My Coffee With Keith


Keith Rothfus likes to meet his constituents at coffee shops and other restaurants rather than a formal town hall like many representatives do.  He usually has these during the week day, and based on the pictures from his Facebook and Twitter pages, they are attended mostly by seniors.  I always wanted to see what one was like, so I found my chance when he scheduled an early morning one before work.  I attended his recent “Coffee with Keith” at the Coffee Buddha on Perrysville Avenue in Ross Township. 

The coffee shop is very small, but the coffee was very good.  I would certainly stop there again if I was in the area, but it is a little out of the way for me.  It has a front sitting area with a few chairs, and a couple chairs to the right of the counter.   That is about it.

I was expecting a sign or something announcing that Congressman Rothfus was having an event there.  Instead, he was sitting in the corner to the right of the counter with a couple people and two staffers.  I would not have known he was there if I wasn’t looking for him.  It seemed like a typical morning for the coffee shop.  I am guessing other patrons didn’t realize he was there.  From their point of view, it looked like a couple people sitting around kibitzing and drinking coffee.

This is the extreme opposite of a formal town hall I attended with Jason Altmire.  His was held at in a library meeting room which was packed.  The front row was Tea Party members all with video cameras on tripods to record his every word.  Jason seemed to know them all by name from attending other events.  His relationship with them seemed to be a strange combination of friendly and hostile if that makes any sense.  It was a loud and emotional event with people firing questions at him from all sides of the political spectrum.

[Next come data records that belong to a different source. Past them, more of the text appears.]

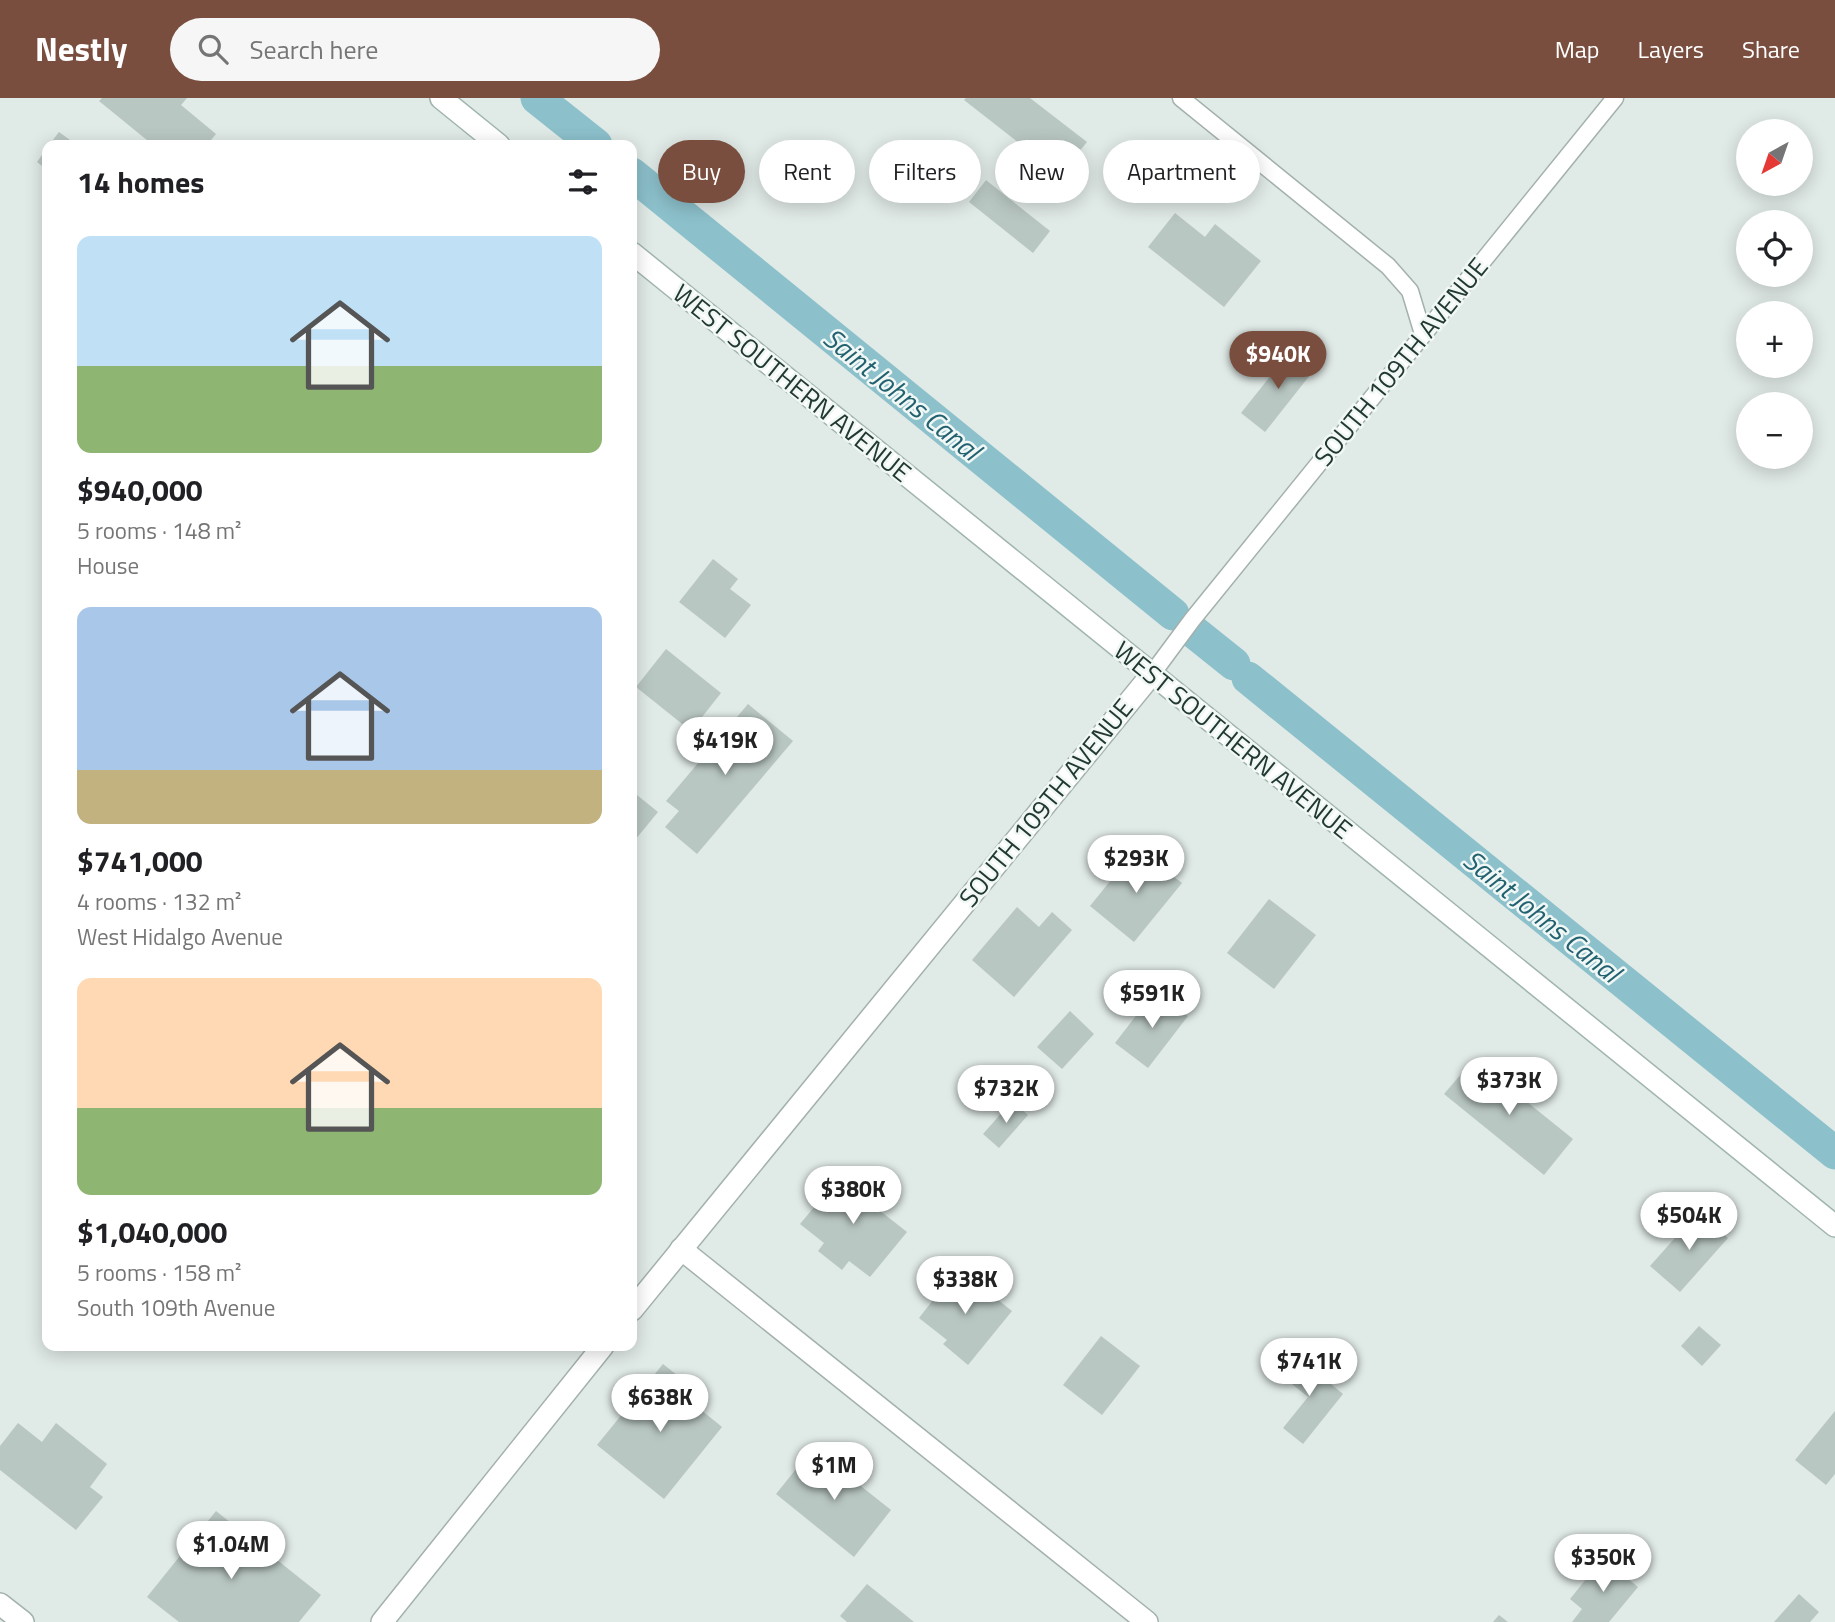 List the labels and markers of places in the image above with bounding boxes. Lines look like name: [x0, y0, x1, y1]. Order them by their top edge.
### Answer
pin: $940K: [1229, 331, 1327, 391]
pin: $419K: [676, 718, 774, 777]
pin: $293K: [1087, 836, 1185, 895]
pin: $591K: [1103, 970, 1201, 1030]
pin: $373K: [1460, 1058, 1558, 1117]
pin: $732K: [957, 1066, 1055, 1125]
pin: $380K: [804, 1166, 902, 1226]
pin: $504K: [1640, 1192, 1738, 1252]
pin: $338K: [916, 1256, 1014, 1316]
pin: $741K: [1260, 1338, 1358, 1398]
pin: $638K: [611, 1374, 709, 1434]
pin: $1M: [800, 1442, 868, 1502]
pin: $1.04M: [174, 1522, 288, 1581]
pin: $350K: [1554, 1534, 1652, 1594]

The first thing I thought was that the coffee shop seems to work for Keith Rothfus.  I have met him a couple times in the past before he became a Congressman, and he has the same low key personality.  I don’t think he could command a big room like I have seen Jason Altmire or Erin McClelland do.  He doesn’t have the imposing physical presence or the personality for that.  I am not sure how he would handle an audience like a town hall that wasn’t completely friendly, but I don’t think it would go well.  I would love to see him have one in the evening to prove me wrong.

The coffee shop also forces the discussions to be less emotional.  The discussions were in hushed tones, because you were in a coffee shop and didn’t want to disrupt business during the morning rush.  A bunch of pissed off voters would have disrupted the business, and they are the ones that would have looked bad and be blamed.

I found the location affected the tone of the questions I asked, and his answers were not as ideological as you see in his speeches, and in his Facebook and Twitter accounts.  It was more conversational than question and answer.  For example, I asked him what he was doing to cross the isle and foster bipartisanship, and he talked about building relationships and focusing on getting to know his fellow freshman congressman.  He told a great story about going to Arlington with a group of freshman congressmen.  I suggested that maybe he should be in Washington rather than being off from early August until after the election except for one week, and he sheepishly agreed.  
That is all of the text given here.